----- Dataset records -----

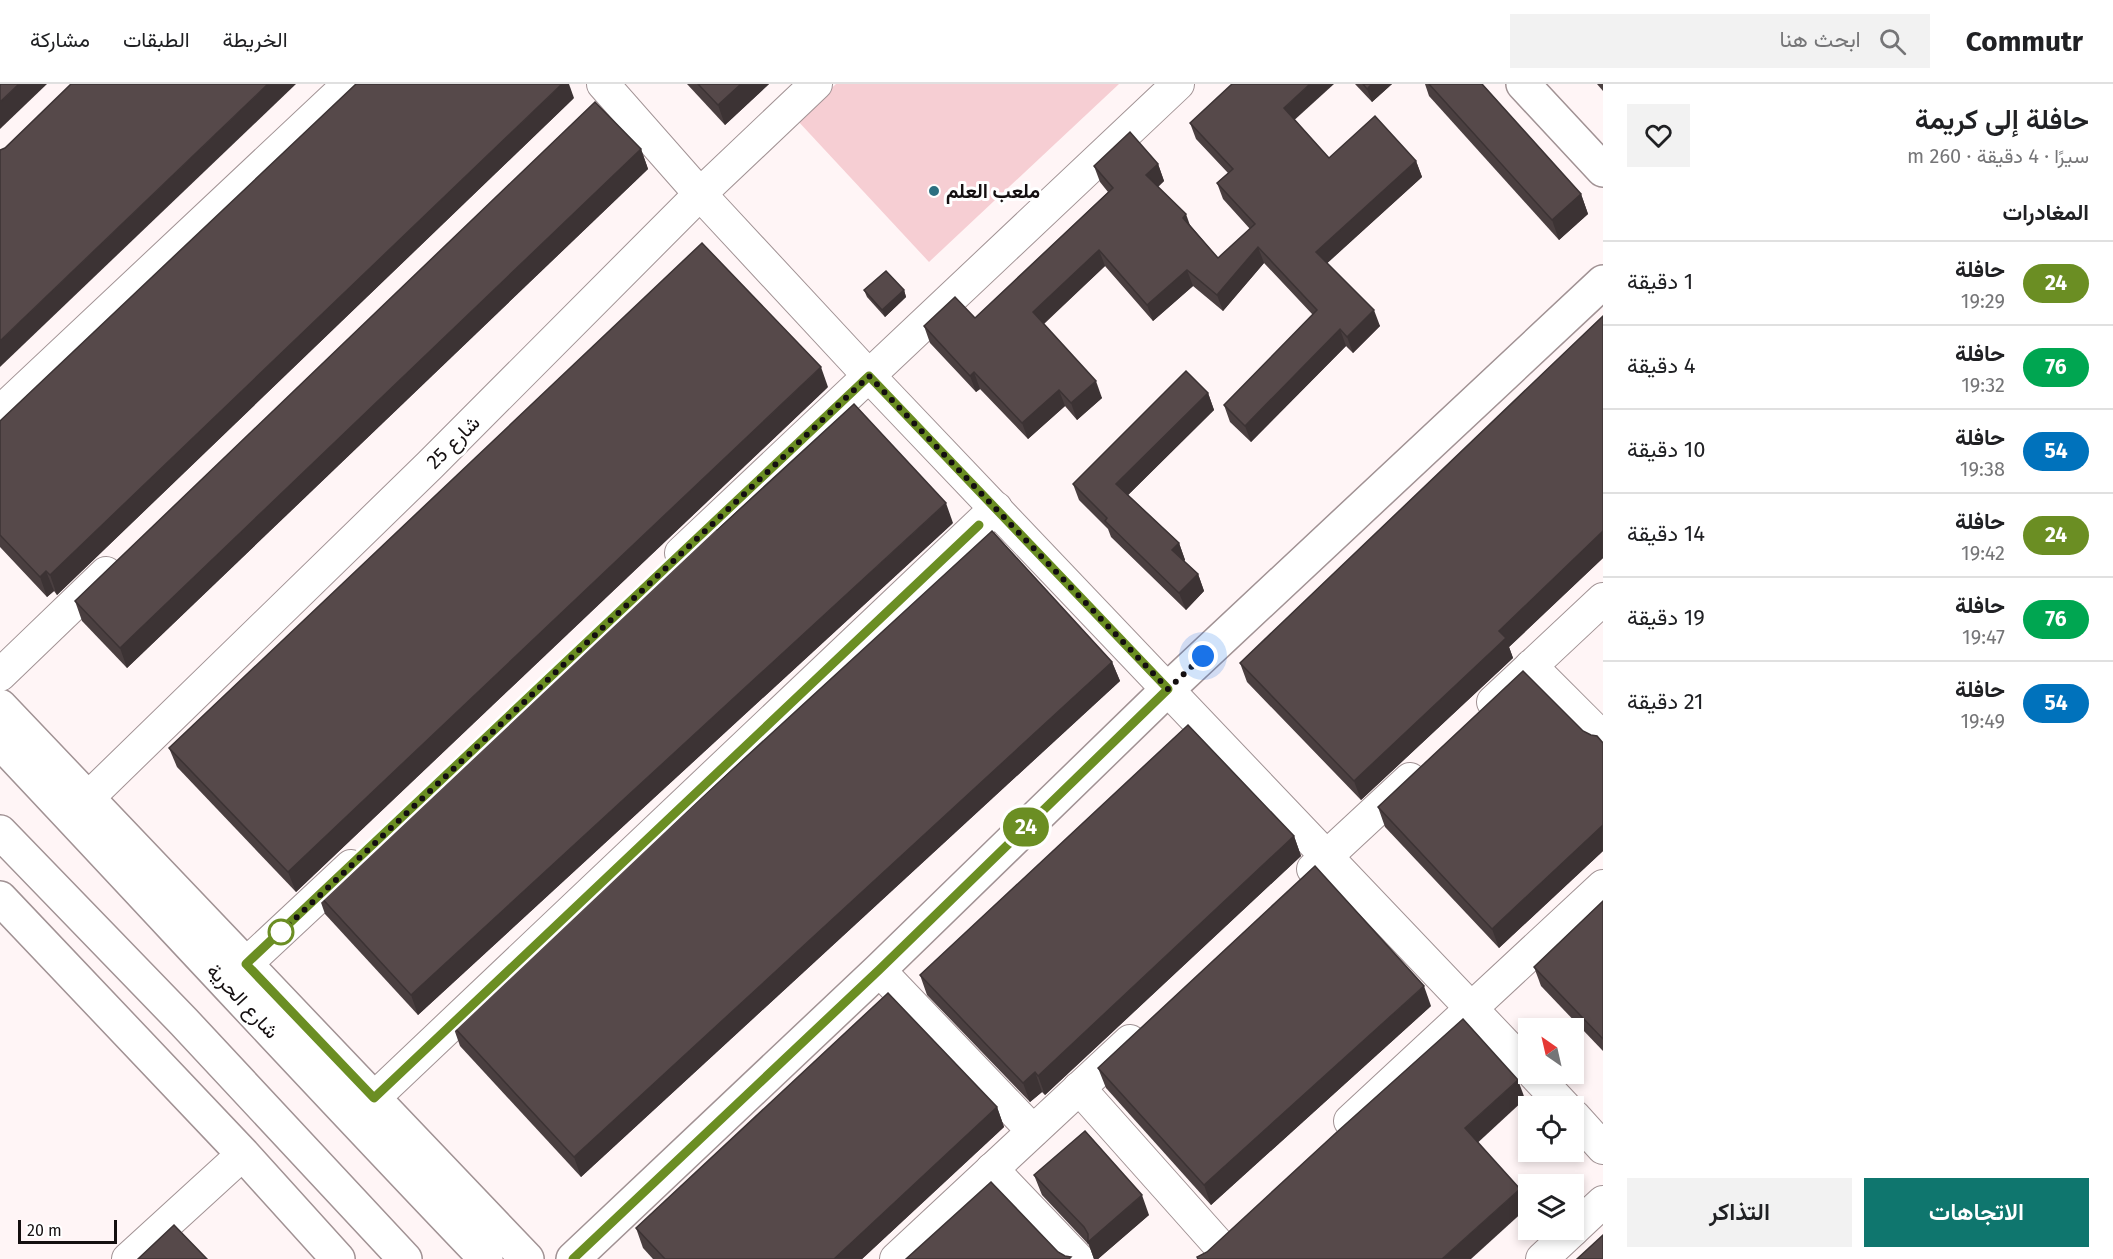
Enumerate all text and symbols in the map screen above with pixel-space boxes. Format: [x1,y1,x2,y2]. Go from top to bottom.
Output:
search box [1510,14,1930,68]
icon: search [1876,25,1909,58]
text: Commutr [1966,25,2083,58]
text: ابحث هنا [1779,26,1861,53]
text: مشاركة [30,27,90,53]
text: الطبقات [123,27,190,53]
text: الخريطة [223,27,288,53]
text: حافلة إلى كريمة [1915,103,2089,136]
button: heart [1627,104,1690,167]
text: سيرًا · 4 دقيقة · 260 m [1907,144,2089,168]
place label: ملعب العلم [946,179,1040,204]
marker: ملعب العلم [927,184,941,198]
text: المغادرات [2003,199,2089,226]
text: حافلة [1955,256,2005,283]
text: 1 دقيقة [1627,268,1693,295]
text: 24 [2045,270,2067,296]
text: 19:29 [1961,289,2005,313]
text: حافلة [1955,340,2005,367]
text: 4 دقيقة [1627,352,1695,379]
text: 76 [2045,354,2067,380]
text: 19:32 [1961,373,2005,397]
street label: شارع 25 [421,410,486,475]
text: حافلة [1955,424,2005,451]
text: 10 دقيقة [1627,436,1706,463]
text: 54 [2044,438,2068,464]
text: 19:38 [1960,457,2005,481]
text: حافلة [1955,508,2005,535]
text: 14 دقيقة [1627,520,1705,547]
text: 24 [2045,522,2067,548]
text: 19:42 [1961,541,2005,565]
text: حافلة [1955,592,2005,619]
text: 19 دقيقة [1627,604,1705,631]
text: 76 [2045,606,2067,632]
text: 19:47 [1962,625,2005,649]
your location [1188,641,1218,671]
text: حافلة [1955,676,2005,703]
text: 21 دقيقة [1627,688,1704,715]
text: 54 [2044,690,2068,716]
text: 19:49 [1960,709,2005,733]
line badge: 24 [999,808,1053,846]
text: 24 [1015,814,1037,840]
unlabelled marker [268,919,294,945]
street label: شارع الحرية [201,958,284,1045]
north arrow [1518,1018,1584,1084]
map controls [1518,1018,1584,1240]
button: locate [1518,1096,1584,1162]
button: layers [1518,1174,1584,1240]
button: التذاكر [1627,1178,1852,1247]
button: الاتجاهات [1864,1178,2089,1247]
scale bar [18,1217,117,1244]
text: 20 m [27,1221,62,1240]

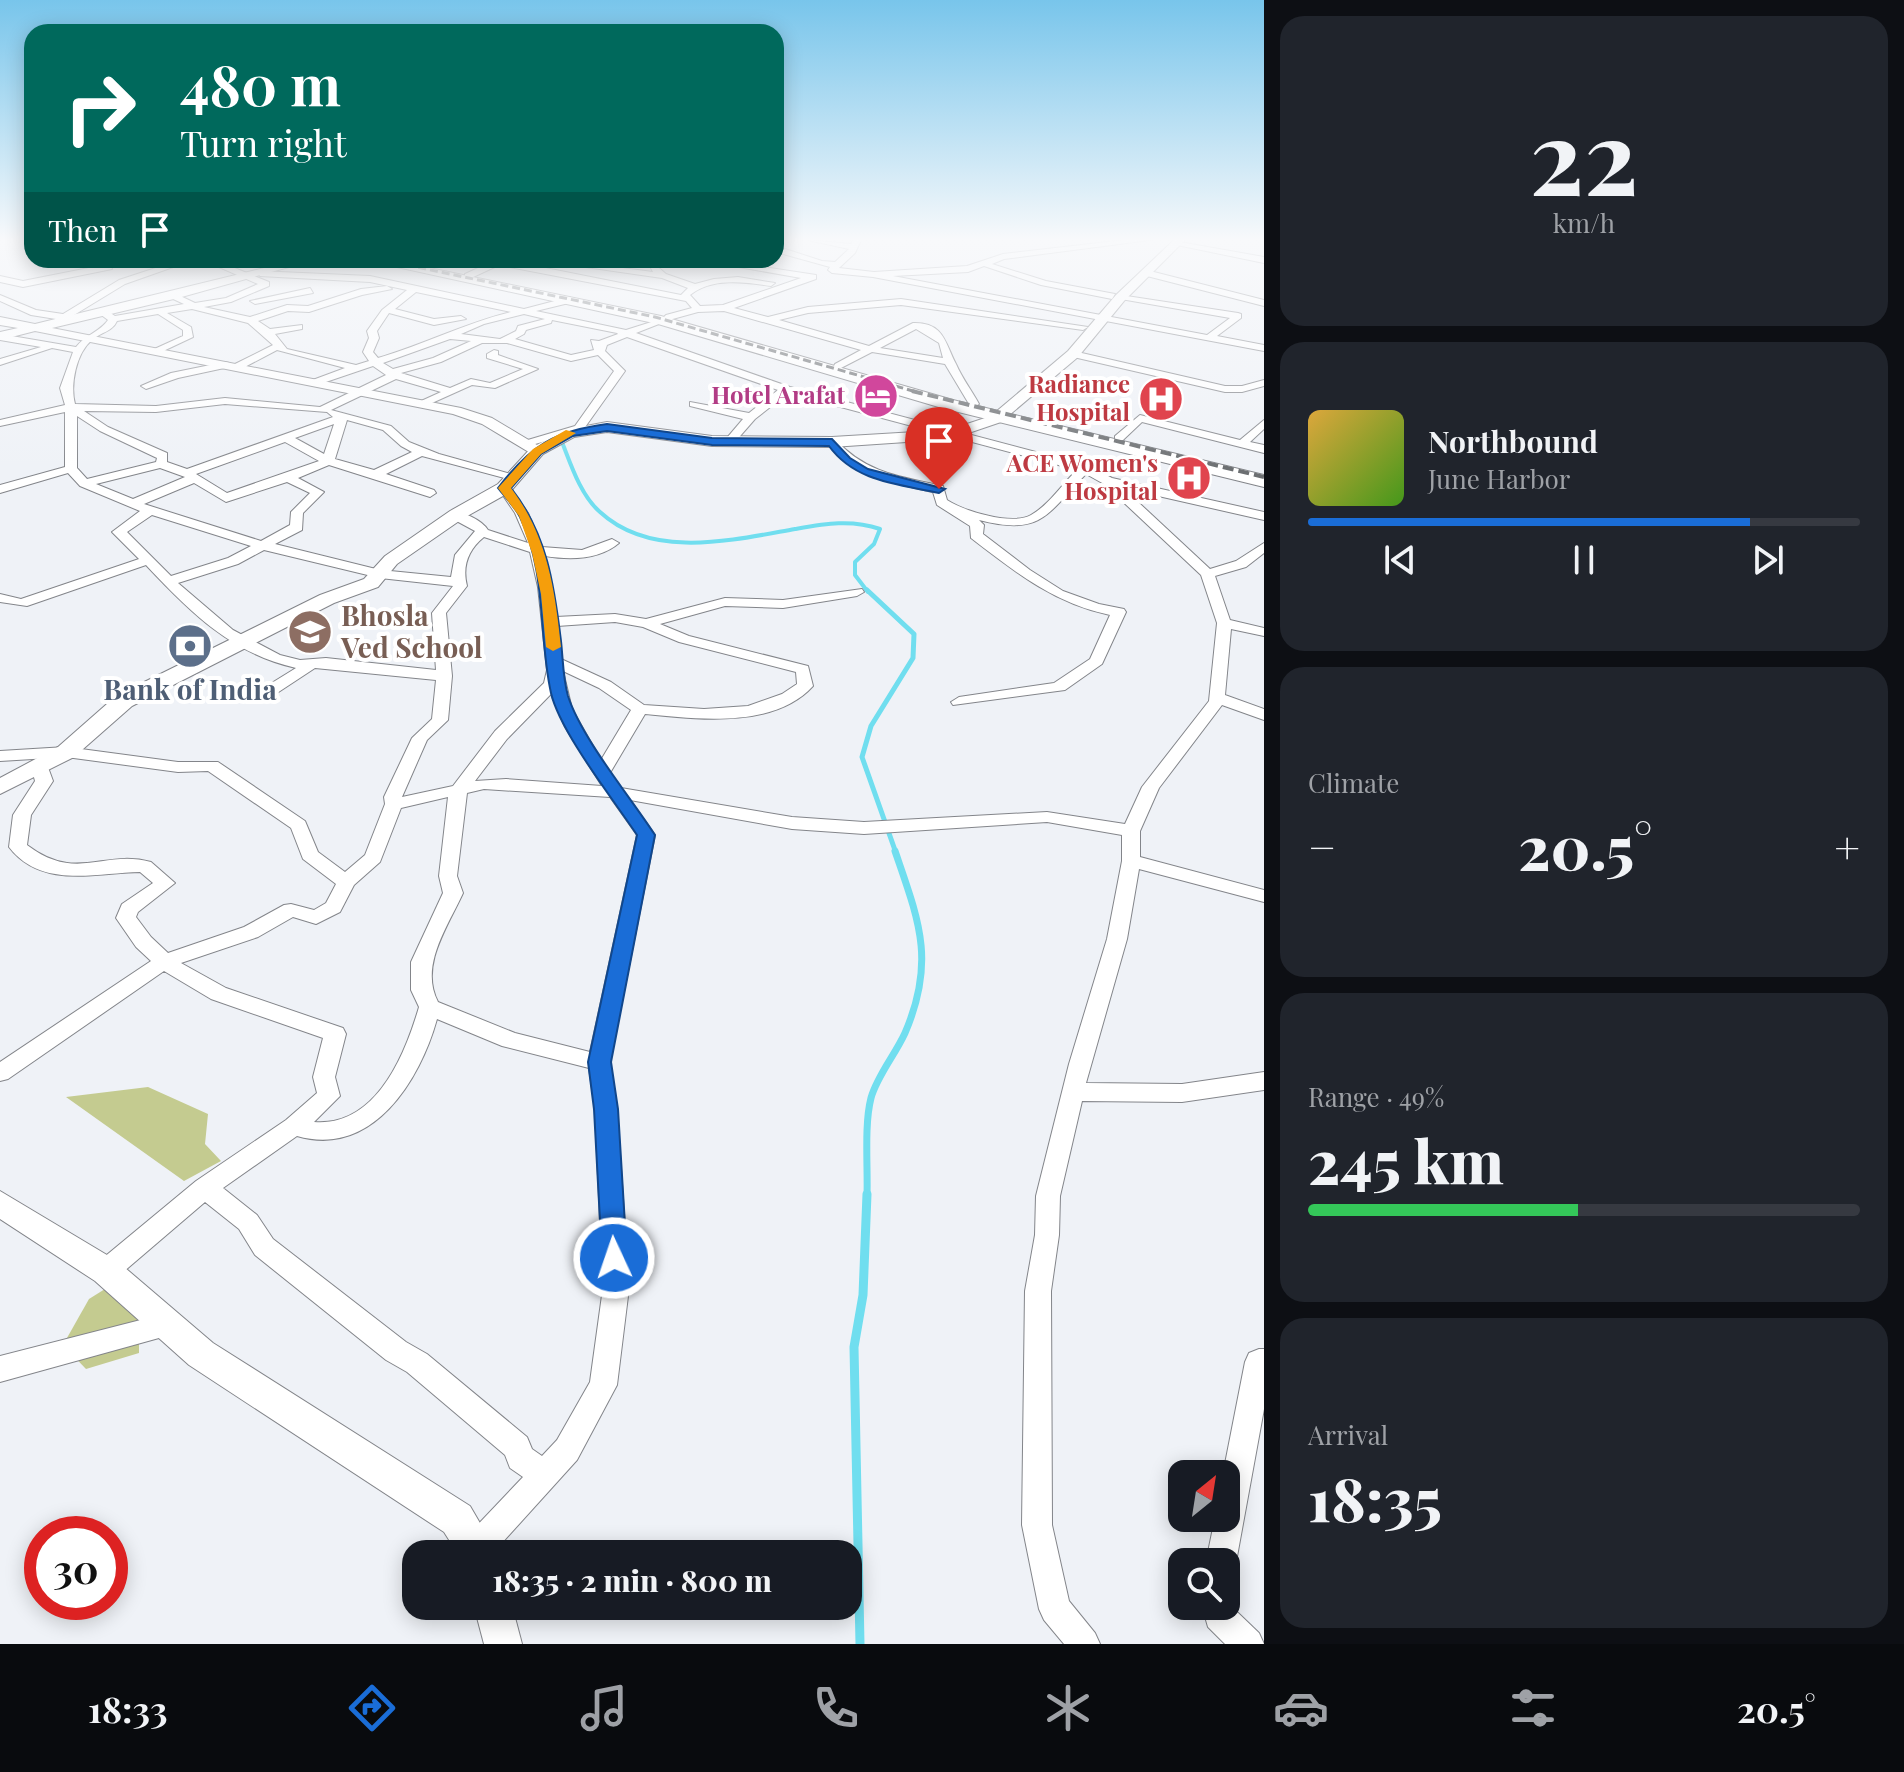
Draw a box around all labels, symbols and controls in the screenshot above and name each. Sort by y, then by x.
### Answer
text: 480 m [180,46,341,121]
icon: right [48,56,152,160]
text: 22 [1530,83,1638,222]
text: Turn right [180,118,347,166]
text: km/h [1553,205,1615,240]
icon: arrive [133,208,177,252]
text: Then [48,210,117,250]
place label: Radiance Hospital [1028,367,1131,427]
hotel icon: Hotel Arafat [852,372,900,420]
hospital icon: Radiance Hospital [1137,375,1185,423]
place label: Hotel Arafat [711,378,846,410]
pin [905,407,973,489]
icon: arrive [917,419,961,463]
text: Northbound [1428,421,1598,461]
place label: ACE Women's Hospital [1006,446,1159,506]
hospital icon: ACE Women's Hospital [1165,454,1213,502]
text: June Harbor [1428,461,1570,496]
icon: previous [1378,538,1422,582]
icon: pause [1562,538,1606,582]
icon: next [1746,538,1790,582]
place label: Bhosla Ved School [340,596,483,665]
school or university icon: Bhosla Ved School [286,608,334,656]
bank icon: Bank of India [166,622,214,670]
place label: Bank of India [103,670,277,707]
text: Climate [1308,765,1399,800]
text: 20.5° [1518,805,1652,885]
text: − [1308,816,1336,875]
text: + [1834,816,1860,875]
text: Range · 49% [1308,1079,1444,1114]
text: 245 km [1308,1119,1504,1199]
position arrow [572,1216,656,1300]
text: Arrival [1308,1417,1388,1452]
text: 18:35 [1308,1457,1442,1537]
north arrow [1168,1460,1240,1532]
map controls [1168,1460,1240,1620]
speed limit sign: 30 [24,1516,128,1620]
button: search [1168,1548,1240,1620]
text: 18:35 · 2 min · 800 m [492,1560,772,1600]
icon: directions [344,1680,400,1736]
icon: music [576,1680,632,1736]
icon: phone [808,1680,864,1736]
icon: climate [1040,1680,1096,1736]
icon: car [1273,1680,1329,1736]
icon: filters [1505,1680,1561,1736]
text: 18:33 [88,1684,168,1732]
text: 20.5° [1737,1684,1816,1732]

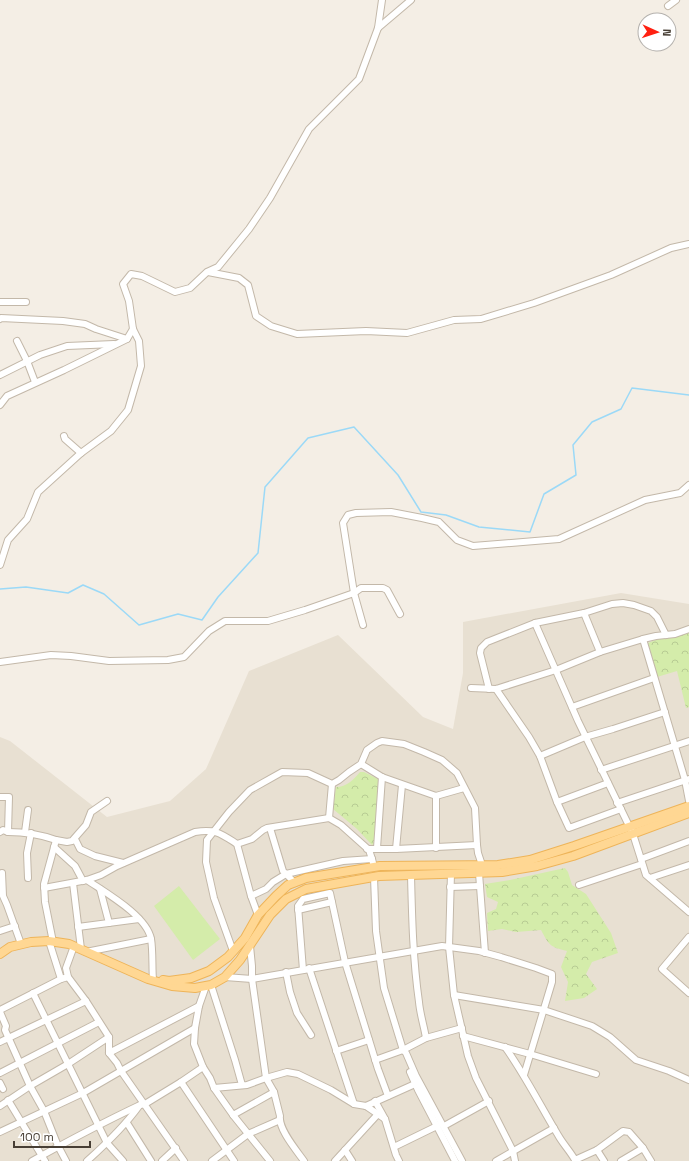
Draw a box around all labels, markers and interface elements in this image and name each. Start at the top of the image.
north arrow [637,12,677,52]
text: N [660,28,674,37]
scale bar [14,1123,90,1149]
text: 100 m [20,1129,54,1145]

-----

Assignment: Set down all the lines above exactly as they appear, with no pictures.

Exercise result:
Enumerate all text and symbols in the map screen above with pixel-space boxes. Format: [x1,y1,x2,y2]. Go from top to bottom.
Output:
search box [1510,14,1930,68]
icon: search [1876,25,1909,58]
text: Commutr [1966,25,2083,58]
text: ابحث هنا [1779,26,1861,53]
text: مشاركة [30,27,90,53]
text: الطبقات [123,27,190,53]
text: الخريطة [223,27,288,53]
text: حافلة إلى كريمة [1915,103,2089,136]
button: heart [1627,104,1690,167]
text: سيرًا · 4 دقيقة · 260 m [1907,144,2089,168]
place label: ملعب العلم [946,179,1040,204]
marker: ملعب العلم [927,184,941,198]
text: المغادرات [2003,199,2089,226]
text: حافلة [1955,256,2005,283]
text: 1 دقيقة [1627,268,1693,295]
text: 24 [2045,270,2067,296]
text: 19:29 [1961,289,2005,313]
text: حافلة [1955,340,2005,367]
text: 4 دقيقة [1627,352,1695,379]
text: 76 [2045,354,2067,380]
text: 19:32 [1961,373,2005,397]
street label: شارع 25 [421,410,486,475]
text: حافلة [1955,424,2005,451]
text: 10 دقيقة [1627,436,1706,463]
text: 54 [2044,438,2068,464]
text: 19:38 [1960,457,2005,481]
text: حافلة [1955,508,2005,535]
text: 14 دقيقة [1627,520,1705,547]
text: 24 [2045,522,2067,548]
text: 19:42 [1961,541,2005,565]
text: حافلة [1955,592,2005,619]
text: 19 دقيقة [1627,604,1705,631]
text: 76 [2045,606,2067,632]
text: 19:47 [1962,625,2005,649]
your location [1188,641,1218,671]
text: حافلة [1955,676,2005,703]
text: 21 دقيقة [1627,688,1704,715]
text: 54 [2044,690,2068,716]
text: 19:49 [1960,709,2005,733]
line badge: 24 [999,808,1053,846]
text: 24 [1015,814,1037,840]
unlabelled marker [268,919,294,945]
street label: شارع الحرية [201,958,284,1045]
north arrow [1518,1018,1584,1084]
map controls [1518,1018,1584,1240]
button: locate [1518,1096,1584,1162]
button: layers [1518,1174,1584,1240]
button: التذاكر [1627,1178,1852,1247]
button: الاتجاهات [1864,1178,2089,1247]
scale bar [18,1217,117,1244]
text: 20 m [27,1221,62,1240]

Draw a box around all labels, symbols and controls in the screenshot above and name each. Sort by y, then by x.
### Answer
text: 480 m [180,46,341,121]
icon: right [48,56,152,160]
text: 22 [1530,83,1638,222]
text: Turn right [180,118,347,166]
text: km/h [1553,205,1615,240]
icon: arrive [133,208,177,252]
text: Then [48,210,117,250]
place label: Radiance Hospital [1028,367,1131,427]
hotel icon: Hotel Arafat [852,372,900,420]
hospital icon: Radiance Hospital [1137,375,1185,423]
place label: Hotel Arafat [711,378,846,410]
pin [905,407,973,489]
icon: arrive [917,419,961,463]
text: Northbound [1428,421,1598,461]
place label: ACE Women's Hospital [1006,446,1159,506]
hospital icon: ACE Women's Hospital [1165,454,1213,502]
text: June Harbor [1428,461,1570,496]
icon: previous [1378,538,1422,582]
icon: pause [1562,538,1606,582]
icon: next [1746,538,1790,582]
place label: Bhosla Ved School [340,596,483,665]
school or university icon: Bhosla Ved School [286,608,334,656]
bank icon: Bank of India [166,622,214,670]
place label: Bank of India [103,670,277,707]
text: Climate [1308,765,1399,800]
text: 20.5° [1518,805,1652,885]
text: − [1308,816,1336,875]
text: + [1834,816,1860,875]
text: Range · 49% [1308,1079,1444,1114]
text: 245 km [1308,1119,1504,1199]
position arrow [572,1216,656,1300]
text: Arrival [1308,1417,1388,1452]
text: 18:35 [1308,1457,1442,1537]
north arrow [1168,1460,1240,1532]
map controls [1168,1460,1240,1620]
speed limit sign: 30 [24,1516,128,1620]
button: search [1168,1548,1240,1620]
text: 18:35 · 2 min · 800 m [492,1560,772,1600]
icon: directions [344,1680,400,1736]
icon: music [576,1680,632,1736]
icon: phone [808,1680,864,1736]
icon: climate [1040,1680,1096,1736]
icon: car [1273,1680,1329,1736]
icon: filters [1505,1680,1561,1736]
text: 18:33 [88,1684,168,1732]
text: 20.5° [1737,1684,1816,1732]

Draw a box around all labels, markers and interface elements in this image and name each. Start at the top of the image.
north arrow [637,12,677,52]
text: N [660,28,674,37]
scale bar [14,1123,90,1149]
text: 100 m [20,1129,54,1145]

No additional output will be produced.